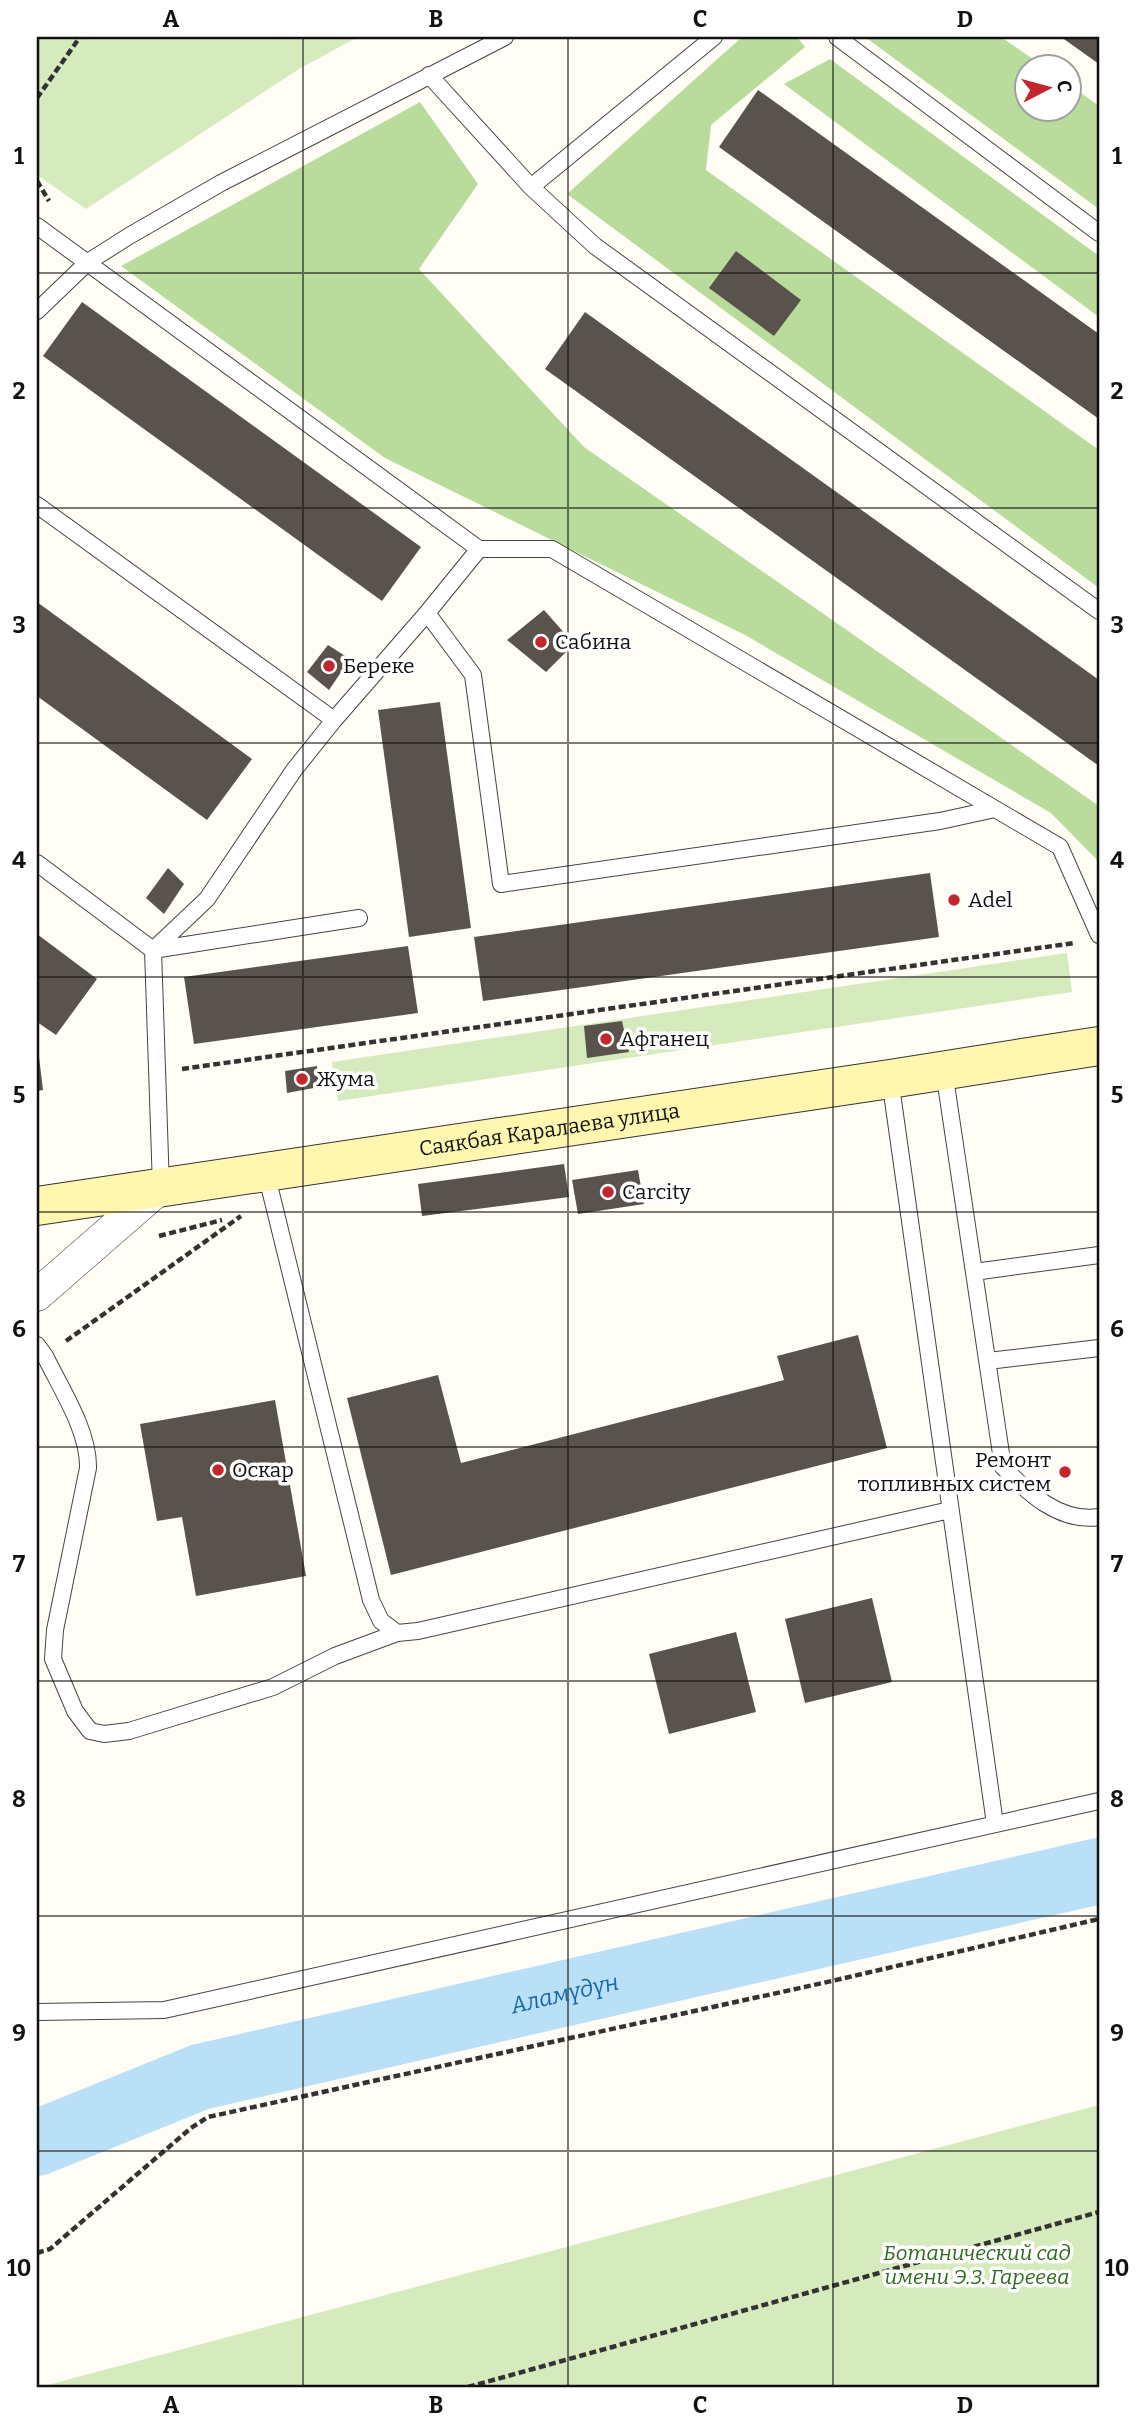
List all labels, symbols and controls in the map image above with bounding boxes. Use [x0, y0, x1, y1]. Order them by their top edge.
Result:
text: A [163, 5, 180, 33]
text: B [429, 5, 443, 33]
text: C [693, 5, 707, 33]
text: D [957, 5, 973, 33]
north arrow [1014, 52, 1084, 122]
text: С [1052, 79, 1076, 93]
text: 1 [14, 142, 24, 170]
text: 1 [1112, 142, 1122, 170]
text: 2 [13, 377, 26, 405]
text: 2 [1111, 377, 1124, 405]
text: 3 [12, 611, 26, 639]
text: 3 [1110, 611, 1124, 639]
place label: Сабина [555, 629, 632, 655]
marker: Сабина [533, 634, 549, 650]
place label: Береке [343, 653, 415, 679]
marker: Береке [321, 658, 337, 674]
text: 4 [12, 846, 26, 874]
text: 4 [1110, 846, 1124, 874]
place label: Adel [968, 887, 1012, 913]
marker: Adel [946, 892, 962, 908]
place label: Афганец [620, 1026, 709, 1052]
marker: Афганец [598, 1031, 614, 1047]
place label: Жума [316, 1066, 375, 1092]
marker: Жума [294, 1071, 310, 1087]
text: 5 [13, 1081, 25, 1109]
text: 5 [1111, 1081, 1123, 1109]
street label: Саякбая Каралаева улица [417, 1097, 682, 1162]
place label: Carcity [622, 1179, 692, 1205]
marker: Carcity [600, 1184, 616, 1200]
text: 6 [12, 1315, 26, 1343]
text: 6 [1110, 1315, 1124, 1343]
place label: Ремонт топливных систем [858, 1447, 1051, 1497]
place label: Оскар [232, 1457, 294, 1483]
marker: Оскар [210, 1462, 226, 1478]
marker: Ремонт топливных систем [1057, 1464, 1073, 1480]
text: 7 [13, 1550, 26, 1578]
text: 7 [1111, 1550, 1124, 1578]
text: 8 [12, 1785, 26, 1813]
text: 8 [1110, 1785, 1124, 1813]
water label: Аламүдүн [507, 1968, 621, 2020]
text: 9 [12, 2019, 26, 2047]
text: 9 [1110, 2019, 1124, 2047]
park label: Ботанический сад имени Э.З. Гареева [883, 2240, 1071, 2290]
text: 10 [7, 2254, 31, 2282]
text: 10 [1105, 2254, 1129, 2282]
text: A [163, 2391, 180, 2419]
text: B [429, 2391, 443, 2419]
text: C [693, 2391, 707, 2419]
text: D [957, 2391, 973, 2419]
##########
## Task goal
If the data includes images, skip them and copy every line exactly.

## Reply to the exercise
List all labels, symbols and controls in the map image above with bounding boxes. Use [x0, y0, x1, y1]. Order them by their top edge.
Result:
text: A [163, 5, 180, 33]
text: B [429, 5, 443, 33]
text: C [693, 5, 707, 33]
text: D [957, 5, 973, 33]
north arrow [1014, 52, 1084, 122]
text: С [1052, 79, 1076, 93]
text: 1 [14, 142, 24, 170]
text: 1 [1112, 142, 1122, 170]
text: 2 [13, 377, 26, 405]
text: 2 [1111, 377, 1124, 405]
text: 3 [12, 611, 26, 639]
text: 3 [1110, 611, 1124, 639]
place label: Сабина [555, 629, 632, 655]
marker: Сабина [533, 634, 549, 650]
place label: Береке [343, 653, 415, 679]
marker: Береке [321, 658, 337, 674]
text: 4 [12, 846, 26, 874]
text: 4 [1110, 846, 1124, 874]
place label: Adel [968, 887, 1012, 913]
marker: Adel [946, 892, 962, 908]
place label: Афганец [620, 1026, 709, 1052]
marker: Афганец [598, 1031, 614, 1047]
place label: Жума [316, 1066, 375, 1092]
marker: Жума [294, 1071, 310, 1087]
text: 5 [13, 1081, 25, 1109]
text: 5 [1111, 1081, 1123, 1109]
street label: Саякбая Каралаева улица [417, 1097, 682, 1162]
place label: Carcity [622, 1179, 692, 1205]
marker: Carcity [600, 1184, 616, 1200]
text: 6 [12, 1315, 26, 1343]
text: 6 [1110, 1315, 1124, 1343]
place label: Ремонт топливных систем [858, 1447, 1051, 1497]
place label: Оскар [232, 1457, 294, 1483]
marker: Оскар [210, 1462, 226, 1478]
marker: Ремонт топливных систем [1057, 1464, 1073, 1480]
text: 7 [13, 1550, 26, 1578]
text: 7 [1111, 1550, 1124, 1578]
text: 8 [12, 1785, 26, 1813]
text: 8 [1110, 1785, 1124, 1813]
water label: Аламүдүн [507, 1968, 621, 2020]
text: 9 [12, 2019, 26, 2047]
text: 9 [1110, 2019, 1124, 2047]
park label: Ботанический сад имени Э.З. Гареева [883, 2240, 1071, 2290]
text: 10 [7, 2254, 31, 2282]
text: 10 [1105, 2254, 1129, 2282]
text: A [163, 2391, 180, 2419]
text: B [429, 2391, 443, 2419]
text: C [693, 2391, 707, 2419]
text: D [957, 2391, 973, 2419]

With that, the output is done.